Today’s your birthday. How I wish I could be there.
But, although I don’t get a big piece of cake this year, I didn’t miss out entirely. I could hear the excitement in your voice and could imagine the sparkle in your big brown eyes as you opened your presents. I’m glad you’re saving your ‘party’ until tonight when Daddy’s home because I know he wouldn’t want to miss one minute.
I’ve been thinking a lot today about how happy your mommy and daddy were when they discovered they were getting a wonderful surprise gift. You! Baby Amy! Your mommy never complained – not once – about being so fat and tiring so easily, and your daddy thought Mommy was just beautiful.
Never having been a grandmother before, I didn’t know quite how to feel about all that. Those were brand new feelings for me. All I knew for sure was that my own grandmother was one of the most special people in my life, and I hoped that someday, if you remembered me as half that special, it would mean I’d been a good grandmother, too. I want you to know that I take the elevated status to grandmother very seriously.
I remember just like it was yesterday, when Daddy called from the hospital. I had been anxiously waiting and so I grabbed the phone on the first ring. His voice sounded a little shaky, which worried me at first, but then I realized he was crying from the sheer happiness of having a little daughter. He finally managed to say “She’s here.” and then we both cried a little.

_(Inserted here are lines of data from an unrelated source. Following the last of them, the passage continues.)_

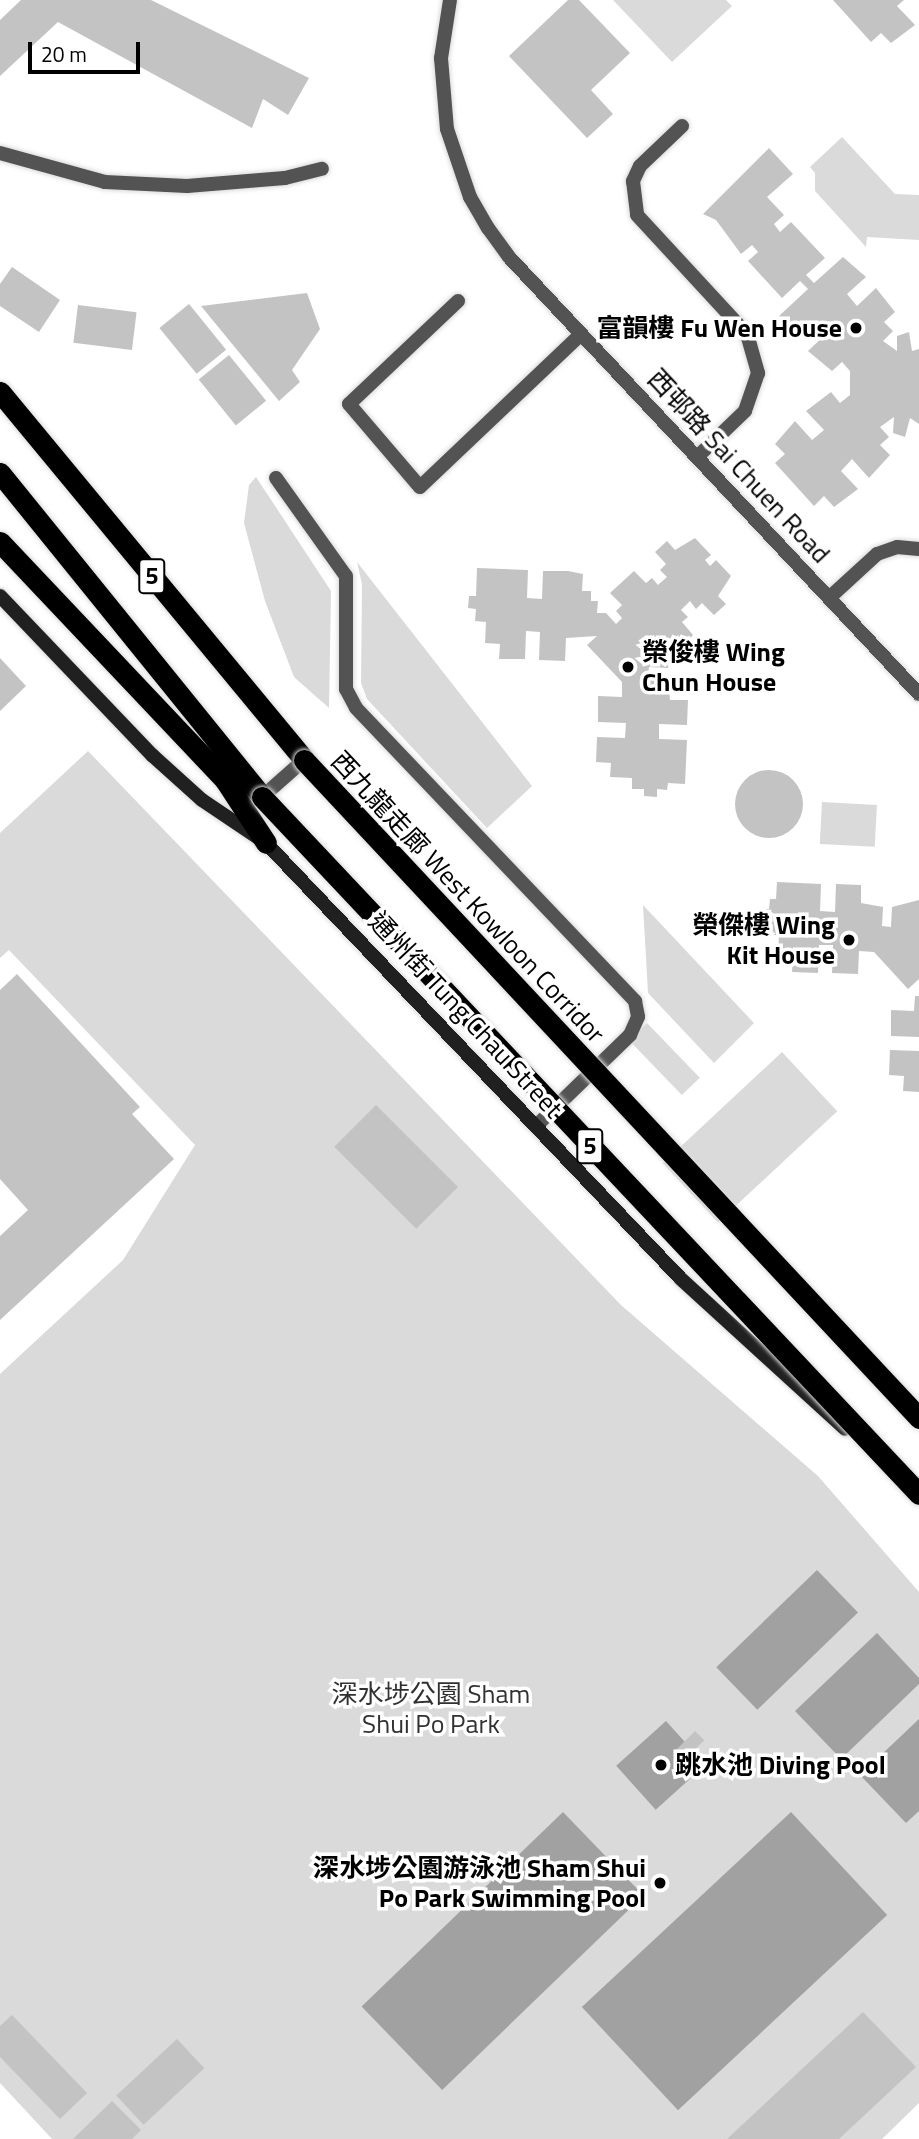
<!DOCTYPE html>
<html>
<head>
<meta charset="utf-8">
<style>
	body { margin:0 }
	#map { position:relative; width:919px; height:2139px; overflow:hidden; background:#fff; font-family:"Titillium Web","Noto Sans TC",sans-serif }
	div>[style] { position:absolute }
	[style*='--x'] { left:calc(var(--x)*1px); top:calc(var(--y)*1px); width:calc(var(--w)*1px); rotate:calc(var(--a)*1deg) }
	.green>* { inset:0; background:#dadada; transform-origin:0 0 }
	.water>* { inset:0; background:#a1a1a1; transform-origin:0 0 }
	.building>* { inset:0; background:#c3c3c3; transform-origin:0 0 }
	.round { border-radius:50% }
	.roads { filter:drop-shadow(0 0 2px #dbdbdb) drop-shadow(0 0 2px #dbdbdb) }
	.lane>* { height:14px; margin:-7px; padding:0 7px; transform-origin:7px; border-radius:7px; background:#535353 }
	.street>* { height:14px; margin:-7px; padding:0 7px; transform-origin:7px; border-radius:7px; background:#535353 }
	.secondary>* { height:14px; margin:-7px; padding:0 7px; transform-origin:7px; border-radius:7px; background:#202020 }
	.highway>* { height:21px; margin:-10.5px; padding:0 10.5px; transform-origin:10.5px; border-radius:10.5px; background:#000 }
	.bridges { filter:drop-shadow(0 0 2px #dbdbdb) drop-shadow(0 0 2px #dbdbdb) }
	.highway-bridge>* { height:21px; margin:-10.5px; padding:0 10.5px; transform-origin:10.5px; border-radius:10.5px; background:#000 }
	.dots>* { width:19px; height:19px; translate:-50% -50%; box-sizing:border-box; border:4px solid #fff; border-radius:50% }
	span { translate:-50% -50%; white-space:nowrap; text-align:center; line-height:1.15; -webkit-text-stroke:7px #fff; paint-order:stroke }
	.shield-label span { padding:2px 5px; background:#fff; border:2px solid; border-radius:5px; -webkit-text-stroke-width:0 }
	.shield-label { font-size:24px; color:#000; font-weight:700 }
	.poi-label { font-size:26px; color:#000; font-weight:700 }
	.right { translate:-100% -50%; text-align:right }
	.left { translate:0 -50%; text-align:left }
	.street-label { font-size:26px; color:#000 }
	.park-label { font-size:26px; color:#313131 }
	.scale { position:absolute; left:28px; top:42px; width:112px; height:32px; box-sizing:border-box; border:4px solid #000; border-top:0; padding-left:9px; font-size:21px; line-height:24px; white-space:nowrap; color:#000; -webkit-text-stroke:5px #fff; paint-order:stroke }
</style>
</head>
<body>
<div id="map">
	<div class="green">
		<div style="clip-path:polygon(613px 0,726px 0,732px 6px,672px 62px)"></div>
		<div style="clip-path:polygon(842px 137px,895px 194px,919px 195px,919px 240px,867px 237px,866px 247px,815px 191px,815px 173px,810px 167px)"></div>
		<div style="clip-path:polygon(256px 477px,331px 591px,329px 708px,294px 677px,265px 601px,244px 523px,249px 485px)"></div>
		<div style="clip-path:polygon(357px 562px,532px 786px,487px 828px,367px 699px,361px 683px,362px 584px)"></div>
		<div style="clip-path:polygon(88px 751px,621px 1305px,818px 1476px,919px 1592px,919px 2103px,882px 2139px,52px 2139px,0 2083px,0 1374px,123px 1260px,195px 1145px,9px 950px,0 958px,0 833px)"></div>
		<div style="left:822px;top:802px;width:55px;height:42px;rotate:3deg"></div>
		<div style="clip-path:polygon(643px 905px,754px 1023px,714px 1063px,648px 993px)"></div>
		<div style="left:647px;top:1023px;width:76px;height:25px;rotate:46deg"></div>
		<div style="left:782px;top:1052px;width:81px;height:163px;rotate:47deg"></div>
	</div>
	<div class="water">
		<div style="left:817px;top:1570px;width:59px;height:140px;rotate:46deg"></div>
		<div style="clip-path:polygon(877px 1633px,919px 1678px,919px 1684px,841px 1759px,795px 1711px)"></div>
		<div style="clip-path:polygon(919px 1719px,919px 1811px,906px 1823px,860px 1775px)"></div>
		<div style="left:666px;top:1721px;width:59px;height:67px;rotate:48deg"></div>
		<div style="left:563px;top:1812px;width:116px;height:280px;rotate:46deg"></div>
		<div style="left:791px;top:1812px;width:141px;height:286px;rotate:47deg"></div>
	</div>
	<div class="building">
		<div style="clip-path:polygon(21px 0,151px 0,309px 78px,288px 115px,263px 99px,252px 128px,58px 22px,0 76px,0 20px)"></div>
		<div style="clip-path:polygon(568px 0,579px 0,630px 53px,591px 90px,613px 114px,587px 138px,509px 56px)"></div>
		<div style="clip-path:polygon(833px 0,904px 0,897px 6px,915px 25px,891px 43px,881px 33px,871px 42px)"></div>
		<div style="clip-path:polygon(769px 148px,793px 174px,767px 197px,784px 215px,774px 224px,780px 232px,791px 222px,825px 258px,806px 275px,814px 283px,843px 257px,866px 277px,847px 294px,857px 306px,876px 288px,895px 312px,884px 322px,893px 331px,883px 341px,897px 351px,897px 336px,909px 332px,912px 351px,919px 349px,919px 424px,910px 418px,905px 437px,893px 433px,894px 417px,880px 427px,889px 437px,880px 445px,890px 455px,869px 478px,852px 459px,841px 471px,858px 489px,834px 507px,824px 496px,814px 506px,775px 463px,785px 454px,775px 444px,795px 421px,812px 440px,824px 430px,806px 411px,831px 392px,840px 403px,850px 395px,850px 371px,842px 362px,832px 371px,808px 351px,827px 333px,817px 322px,798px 340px,779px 316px,808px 289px,800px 281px,782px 298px,748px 261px,758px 252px,752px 245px,741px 254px,716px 220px,703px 214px)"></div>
		<div style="clip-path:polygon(12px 267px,60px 300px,39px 332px,0 306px,0 284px)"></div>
		<div style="clip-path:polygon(307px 293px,320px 329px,292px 370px,300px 382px,279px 401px,201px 306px)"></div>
		<div style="left:189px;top:304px;width:59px;height:38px;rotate:51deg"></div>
		<div style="left:78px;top:305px;width:59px;height:38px;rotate:7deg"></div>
		<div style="left:229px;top:355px;width:59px;height:39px;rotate:51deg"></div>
		<div style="clip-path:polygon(695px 538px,711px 555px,705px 560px,710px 566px,716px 560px,731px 576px,718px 596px,726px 604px,714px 615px,702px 603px,696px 609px,690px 601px,681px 610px,688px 617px,682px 622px,693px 635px,682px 646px,677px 641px,672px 646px,668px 668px,649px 667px,648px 676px,668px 677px,670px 700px,688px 700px,687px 725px,659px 724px,659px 739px,687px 740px,685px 784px,668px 783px,667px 790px,657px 789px,657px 797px,644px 796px,644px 789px,632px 789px,632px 778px,610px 777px,611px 763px,596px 762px,597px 737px,625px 738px,626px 723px,598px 722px,598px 696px,622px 697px,622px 682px,587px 645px,597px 636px,566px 638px,565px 661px,539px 660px,540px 632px,526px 631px,525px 659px,499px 659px,500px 644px,485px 643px,486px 622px,475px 621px,476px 609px,468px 608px,469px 596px,476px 596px,477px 568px,528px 570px,527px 598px,542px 599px,543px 571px,568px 571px,583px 574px,582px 591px,591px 591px,591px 601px,598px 601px,597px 613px,606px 613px,616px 624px,622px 618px,616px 611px,622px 605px,610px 593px,634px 571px,646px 583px,652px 578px,658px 585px,667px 577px,660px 570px,666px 564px,655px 552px,667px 541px,675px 550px)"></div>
		<div style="clip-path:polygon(0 658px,26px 686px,0 711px)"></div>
		<div class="round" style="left:735px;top:770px;width:68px;height:68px"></div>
		<div style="clip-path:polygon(777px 882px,821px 884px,820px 911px,835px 912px,836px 884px,861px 885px,861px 903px,883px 907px,882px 926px,891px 927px,892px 907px,919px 900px,919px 979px,908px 989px,874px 952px,859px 951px,858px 974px,832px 973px,833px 945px,819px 945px,818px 973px,792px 972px,793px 957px,778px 957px,779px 935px,768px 935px,768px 922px,761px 922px,761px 910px,769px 909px,770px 899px,776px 899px)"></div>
		<div style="clip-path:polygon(17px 974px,140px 1107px,132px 1114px,174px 1159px,0 1320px,0 1236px,28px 1210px,0 1179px,0 990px)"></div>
		<div style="clip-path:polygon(915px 996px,919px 996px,919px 1037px,891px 1036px,891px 1010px,914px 1011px)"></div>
		<div style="clip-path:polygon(890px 1050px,919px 1051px,919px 1092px,903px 1091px,904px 1076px,889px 1075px)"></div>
		<div style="left:376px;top:1105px;width:116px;height:59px;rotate:45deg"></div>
		<div style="left:695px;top:1731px;width:13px;height:31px;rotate:45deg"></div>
		<div style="clip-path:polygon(863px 2012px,916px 2067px,839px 2139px,727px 2139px)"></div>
		<div style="clip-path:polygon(12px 2015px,87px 2093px,60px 2119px,0 2057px,0 2026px)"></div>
		<div style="left:177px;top:2039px;width:40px;height:83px;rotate:47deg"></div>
		<div style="clip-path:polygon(112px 2101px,141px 2130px,132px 2139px,73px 2139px)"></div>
	</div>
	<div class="roads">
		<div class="lane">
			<div style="--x:682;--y:126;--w:58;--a:136.4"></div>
			<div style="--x:640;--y:166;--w:17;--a:115"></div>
			<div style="--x:633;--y:181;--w:34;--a:83"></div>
			<div style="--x:637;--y:215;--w:162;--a:47.3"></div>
			<div style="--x:747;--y:334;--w:41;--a:74.2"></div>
			<div style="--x:758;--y:373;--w:40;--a:108.9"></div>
			<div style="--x:745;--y:411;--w:66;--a:136.2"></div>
			<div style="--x:0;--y:153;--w:109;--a:15.4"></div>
			<div style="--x:105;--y:182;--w:82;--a:2.8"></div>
			<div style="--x:187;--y:186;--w:98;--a:-4.7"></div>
			<div style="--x:285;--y:178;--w:38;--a:-14"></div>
			<div style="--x:458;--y:301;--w:150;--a:136.6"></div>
			<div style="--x:349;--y:404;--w:109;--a:49.5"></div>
			<div style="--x:420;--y:487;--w:222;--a:-43.5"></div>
			<div style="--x:276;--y:478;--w:120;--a:54.5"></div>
			<div style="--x:346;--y:576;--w:113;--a:90"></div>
			<div style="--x:346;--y:689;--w:21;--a:62"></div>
			<div style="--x:356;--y:708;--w:405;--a:46.4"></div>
			<div style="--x:635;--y:1001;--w:16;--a:79"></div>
			<div style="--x:638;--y:1017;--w:20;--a:114"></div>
			<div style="--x:630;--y:1035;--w:131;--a:135.9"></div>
			<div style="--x:829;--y:598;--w:65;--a:-42.5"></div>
			<div style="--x:877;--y:554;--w:21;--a:-19"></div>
			<div style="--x:897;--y:547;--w:22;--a:5"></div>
			<div style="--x:262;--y:797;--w:56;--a:-41.4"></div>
		</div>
		<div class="street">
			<div style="--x:450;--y:0;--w:59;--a:98.8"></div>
			<div style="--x:441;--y:58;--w:71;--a:85.2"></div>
			<div style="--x:447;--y:129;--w:72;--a:71.3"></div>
			<div style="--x:470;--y:197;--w:36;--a:60"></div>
			<div style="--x:488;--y:228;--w:36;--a:54"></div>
			<div style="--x:509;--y:257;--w:599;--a:46.83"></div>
		</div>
		<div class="secondary">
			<div style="--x:0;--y:596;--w:220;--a:46.3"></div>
			<div style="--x:152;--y:755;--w:67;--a:42"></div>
			<div style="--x:202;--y:800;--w:77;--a:33.9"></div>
			<div style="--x:266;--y:843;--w:602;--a:46.41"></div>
			<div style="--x:681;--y:1279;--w:222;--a:42.4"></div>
		</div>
		<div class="highway">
			<div style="--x:0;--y:392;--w:477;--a:50.4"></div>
			<div style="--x:0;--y:473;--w:417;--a:51"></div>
			<div style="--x:0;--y:542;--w:328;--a:46.6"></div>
			<div style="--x:225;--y:780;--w:75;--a:56.9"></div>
		</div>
	</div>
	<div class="bridges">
		<div class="highway-bridge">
			<div style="--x:304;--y:760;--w:901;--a:46.93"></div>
			<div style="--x:262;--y:797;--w:958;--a:46.69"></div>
		</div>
	</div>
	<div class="dots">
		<div style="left:856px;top:328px;background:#000"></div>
		<div style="left:628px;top:667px;background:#000"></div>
		<div style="left:849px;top:940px;background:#000"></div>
		<div style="left:661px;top:1765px;background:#000"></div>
		<div style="left:660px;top:1883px;background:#000"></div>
	</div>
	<div class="shield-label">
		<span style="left:152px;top:576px">5</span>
		<span style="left:590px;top:1146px">5</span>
	</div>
	<div class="poi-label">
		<span class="right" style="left:842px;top:328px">富韻樓 Fu Wen House</span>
		<span class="left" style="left:642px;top:667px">榮俊樓 Wing<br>Chun House</span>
		<span class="right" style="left:835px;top:940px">榮傑樓 Wing<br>Kit House</span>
		<span class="left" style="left:675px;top:1765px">跳水池 Diving Pool</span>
		<span class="right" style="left:646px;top:1883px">深水埗公園游泳池 Sham Shui<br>Po Park Swimming Pool</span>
	</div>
	<div class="street-label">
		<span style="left:739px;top:466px;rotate:47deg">西邨路 Sai Chuen Road</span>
		<span style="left:468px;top:897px;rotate:47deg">西九龍走廊 West Kowloon Corridor</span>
		<span style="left:466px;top:1015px;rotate:47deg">通州街 Tung Chau Street</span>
	</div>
	<div class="park-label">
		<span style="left:431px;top:1709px">深水埗公園 Sham<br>Shui Po Park</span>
	</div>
	<div class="scale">20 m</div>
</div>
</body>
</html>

Within hours, I was in Texas, and rocking you in the big rocking chair in Mommy’s hospital room. As soon as I cradled you in my arms, you grabbed my finger like you never wanted to let go, and at that moment I discovered the special bond between granddaughter and grandmother. The feeling was overwhelming and powerful. Then you opened your eyes and solemnly gazed at me. You did! I swear it! You looked right at me and I knew you felt something magical, too. Here was yet another who loved you and all you’d had to do was spit up a little and grab hold of their finger. So far, feeling adored was a piece of cake!
The doctors at the hospital helped take you from Mommy’s tummy so she was tired and sore. Over the next few days, I helped take care of you so Mommy could rest. I also taught Daddy how to take care of you so Mommy could rest after I left, and I was surprised at how quickly he learned. I don’t remember ever seeing another young man so ready to be a father. ‘Though he had never even held a newborn before, your daddy learned about diapers, bottles, and burping as easily as baby ducks learn to swim. He made me so proud. Oh, by the way, if you wondered why I didn’t stop by your crib that last morning to say goodbye, it was because I couldn’t. I wanted to, but I just couldn’t. Someday, when you’re much older, you’ll understand.
I feel very lucky that we live in the age of communications, Amy, because it means I can be part of your life, and you, mine, even though I’m a thousand miles away. I’ve cheered you on and just ‘busted’ with pride at each of your achievements. I love your paintings and have framed and hung them, along with your pictures, all around my computer where I seem to spend most of my time these days. I’m so proud of your good grades, your awards and trophies, but Daddy and Mommy also tell me you have lots of friends and that you treat them well and I think that probably makes me the most proud for that means you care about others and that will carry you farther than a whole room full of trophies.
Gosh! You’re seven! A second grader! And the tallest one in your class! My, how time does fly, but your sixth year was a good year for you, don’t you think? You completed your first year of ‘big’ school, you rode on a plane for the first time, you learned to swim without your wings, and didn’t we have loads of fun at the Tennessee Aquarium and the Creative Discovery Museum? For the very first time, you also ran through the dark, catching lighting bugs in my back yard, and that’s something you’ll never forget, the way I haven’t forgotten those nights in my own grandmother’s yard. Strange how you don’t have those lightning bugs where you live, isn’t it? I wonder why that is? If I could give you the most special birthday wish ever, I would wish you peaceful summer evenings filled with children’s laughter and zillions of twinkling lightning bugs.
So, for the very first time, I’ve missed your birthday, but I’ll see you in a few weeks. I promise. I hope by then it’s much cooler in Texas. Of course, by then, you’ll have forgotten all about this special day. You’ll be thinking ahead to Christmas – and Santa Claus.
I’m with you today in my heart and I’m hoping Daddy takes lots of pictures and a video, too. What a lucky little girl you are, Amy. Your mommy and daddy are wonderful people who absolutely adore you. And, if you haven’t guessed, so does your grandmother.